[RECORDS TO PROCESS — start]

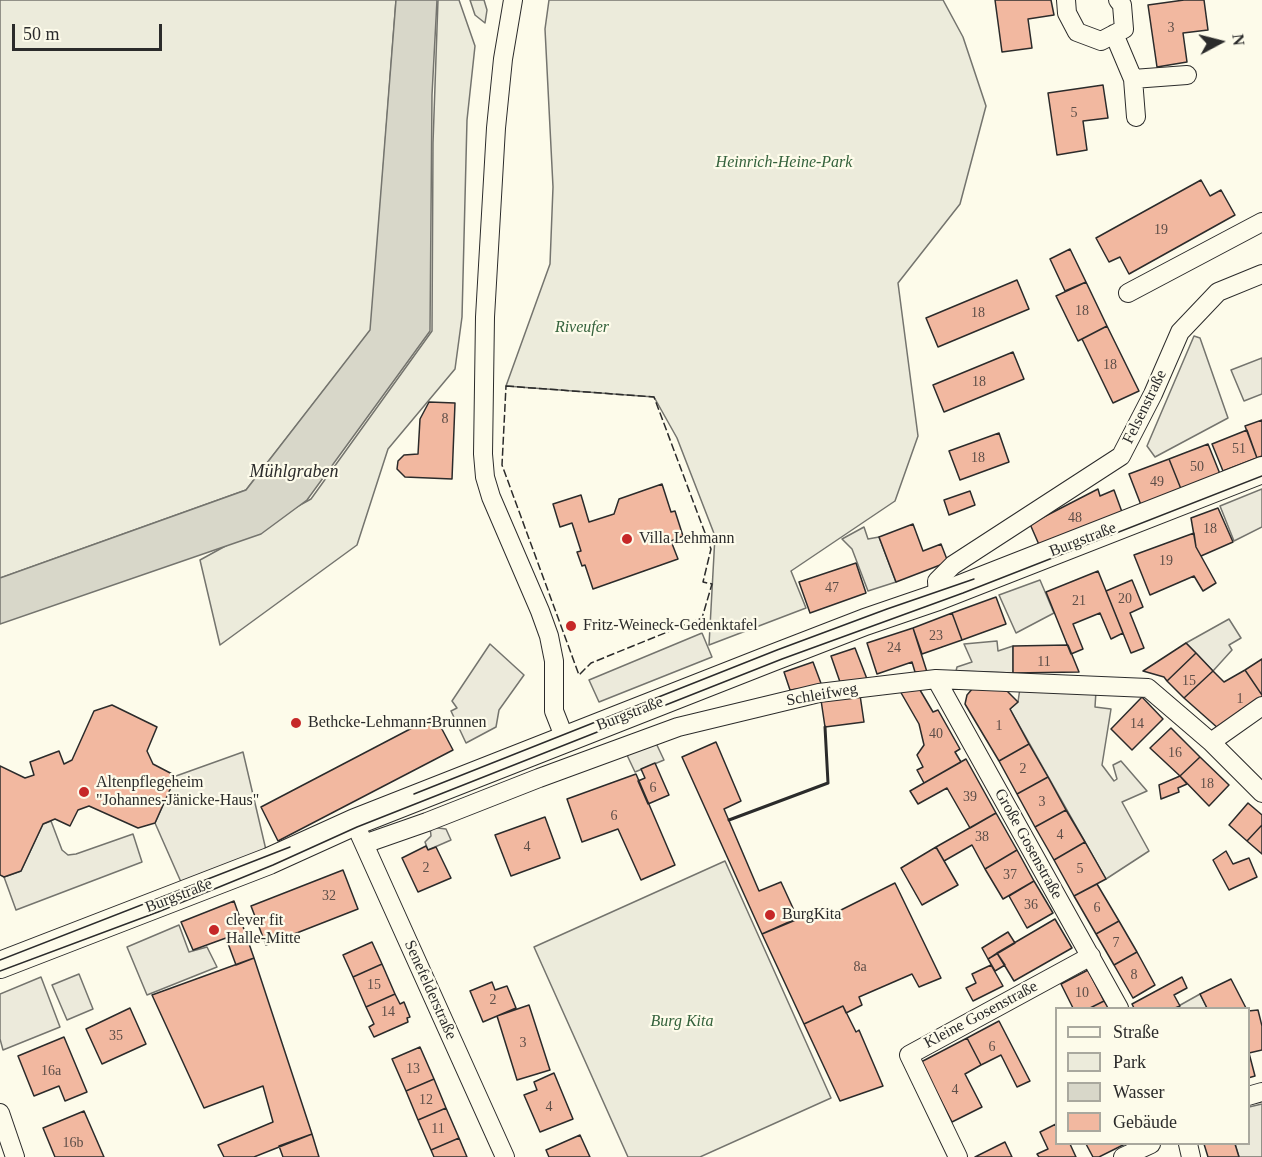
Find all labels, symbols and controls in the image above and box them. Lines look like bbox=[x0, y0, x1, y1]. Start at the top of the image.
scale bar bbox=[15, 12, 165, 50]
north arrow bbox=[1190, 12, 1250, 72]
house number: 3 bbox=[1168, 20, 1174, 36]
text: 50 m bbox=[23, 24, 60, 44]
text: N bbox=[1229, 33, 1248, 47]
house number: 5 bbox=[1070, 105, 1078, 121]
park label: Heinrich-Heine-Park bbox=[716, 153, 852, 173]
house number: 19 bbox=[1154, 222, 1168, 238]
house number: 18 bbox=[1075, 303, 1089, 319]
house number: 18 bbox=[971, 305, 985, 321]
park label: Riveufer bbox=[555, 318, 609, 338]
house number: 18 bbox=[1103, 357, 1117, 373]
street label: Felsenstraße bbox=[1119, 367, 1171, 447]
house number: 18 bbox=[972, 374, 986, 390]
house number: 8 bbox=[442, 411, 448, 427]
house number: 51 bbox=[1232, 441, 1246, 457]
house number: 18 bbox=[971, 450, 985, 466]
house number: 50 bbox=[1190, 459, 1204, 475]
water label: Mühlgraben bbox=[250, 461, 338, 483]
house number: 49 bbox=[1150, 474, 1164, 490]
house number: 48 bbox=[1068, 510, 1082, 526]
street label: Burgstraße bbox=[1047, 519, 1119, 561]
house number: 18 bbox=[1203, 521, 1217, 537]
place label: Villa Lehmann bbox=[639, 529, 734, 549]
marker: Villa Lehmann bbox=[620, 532, 634, 546]
house number: 19 bbox=[1159, 553, 1173, 569]
house number: 47 bbox=[825, 580, 839, 596]
house number: 20 bbox=[1118, 591, 1132, 607]
house number: 21 bbox=[1072, 593, 1086, 609]
place label: Fritz-Weineck-Gedenktafel bbox=[583, 616, 758, 636]
marker: Fritz-Weineck-Gedenktafel bbox=[564, 619, 578, 633]
house number: 23 bbox=[929, 628, 943, 644]
house number: 24 bbox=[887, 640, 901, 656]
house number: 11 bbox=[1037, 654, 1051, 670]
house number: 15 bbox=[1182, 673, 1196, 689]
street label: Schleifweg bbox=[785, 679, 859, 711]
house number: 1 bbox=[1236, 691, 1244, 707]
street label: Burgstraße bbox=[594, 693, 666, 735]
place label: Bethcke-Lehmann-Brunnen bbox=[308, 713, 487, 733]
marker: Bethcke-Lehmann-Brunnen bbox=[289, 716, 303, 730]
house number: 14 bbox=[1130, 716, 1144, 732]
house number: 1 bbox=[996, 718, 1002, 734]
house number: 40 bbox=[929, 726, 943, 742]
house number: 16 bbox=[1168, 745, 1182, 761]
house number: 2 bbox=[1020, 761, 1026, 777]
place label: Altenpflegeheim "Johannes-Jänicke-Haus" bbox=[96, 773, 259, 811]
house number: 18 bbox=[1200, 776, 1214, 792]
house number: 6 bbox=[650, 780, 656, 796]
marker: Altenpflegeheim "Johannes-Jänicke-Haus" bbox=[77, 785, 91, 799]
street label: Große Gosenstraße bbox=[990, 786, 1066, 902]
house number: 39 bbox=[963, 789, 977, 805]
house number: 3 bbox=[1038, 794, 1046, 810]
house number: 6 bbox=[610, 808, 618, 824]
house number: 4 bbox=[1056, 827, 1064, 843]
house number: 38 bbox=[975, 829, 989, 845]
house number: 4 bbox=[524, 839, 530, 855]
house number: 2 bbox=[422, 860, 430, 876]
house number: 5 bbox=[1076, 861, 1084, 877]
house number: 37 bbox=[1003, 867, 1017, 883]
street label: Burgstraße bbox=[143, 875, 215, 917]
house number: 32 bbox=[322, 888, 336, 904]
house number: 36 bbox=[1024, 897, 1038, 913]
house number: 6 bbox=[1094, 900, 1100, 916]
place label: BurgKita bbox=[782, 905, 841, 925]
marker: BurgKita bbox=[763, 908, 777, 922]
place label: clever fit Halle-Mitte bbox=[226, 911, 301, 949]
marker: clever fit Halle-Mitte bbox=[207, 923, 221, 937]
house number: 7 bbox=[1112, 935, 1120, 951]
street label: Senefelderstraße bbox=[400, 937, 460, 1043]
house number: 8a bbox=[853, 959, 867, 975]
house number: 8 bbox=[1130, 967, 1138, 983]
house number: 15 bbox=[367, 977, 381, 993]
street label: Kleine Gosenstraße bbox=[921, 977, 1041, 1053]
house number: 10 bbox=[1075, 985, 1089, 1001]
house number: 2 bbox=[490, 992, 496, 1008]
house number: 14 bbox=[381, 1004, 395, 1020]
legend bbox=[1055, 1007, 1250, 1145]
park label: Burg Kita bbox=[651, 1012, 713, 1032]
text: Straße bbox=[1113, 1022, 1159, 1042]
house number: 35 bbox=[109, 1028, 123, 1044]
house number: 3 bbox=[520, 1035, 526, 1051]
house number: 6 bbox=[988, 1039, 996, 1055]
text: Park bbox=[1113, 1052, 1146, 1072]
house number: 13 bbox=[406, 1061, 420, 1077]
house number: 16a bbox=[41, 1063, 61, 1079]
house number: 4 bbox=[951, 1082, 958, 1098]
text: Wasser bbox=[1113, 1082, 1165, 1102]
house number: 12 bbox=[419, 1092, 433, 1108]
house number: 4 bbox=[546, 1099, 552, 1115]
text: Gebäude bbox=[1113, 1112, 1177, 1132]
house number: 11 bbox=[431, 1121, 445, 1137]
house number: 16b bbox=[62, 1135, 84, 1151]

[RECORDS TO PROCESS — finish]

» **BRIEF**: Select every line above that contains the word "Weineck", and copy it.

» **YOUR RESPONSE**:
place label: Fritz-Weineck-Gedenktafel bbox=[583, 616, 758, 636]
marker: Fritz-Weineck-Gedenktafel bbox=[564, 619, 578, 633]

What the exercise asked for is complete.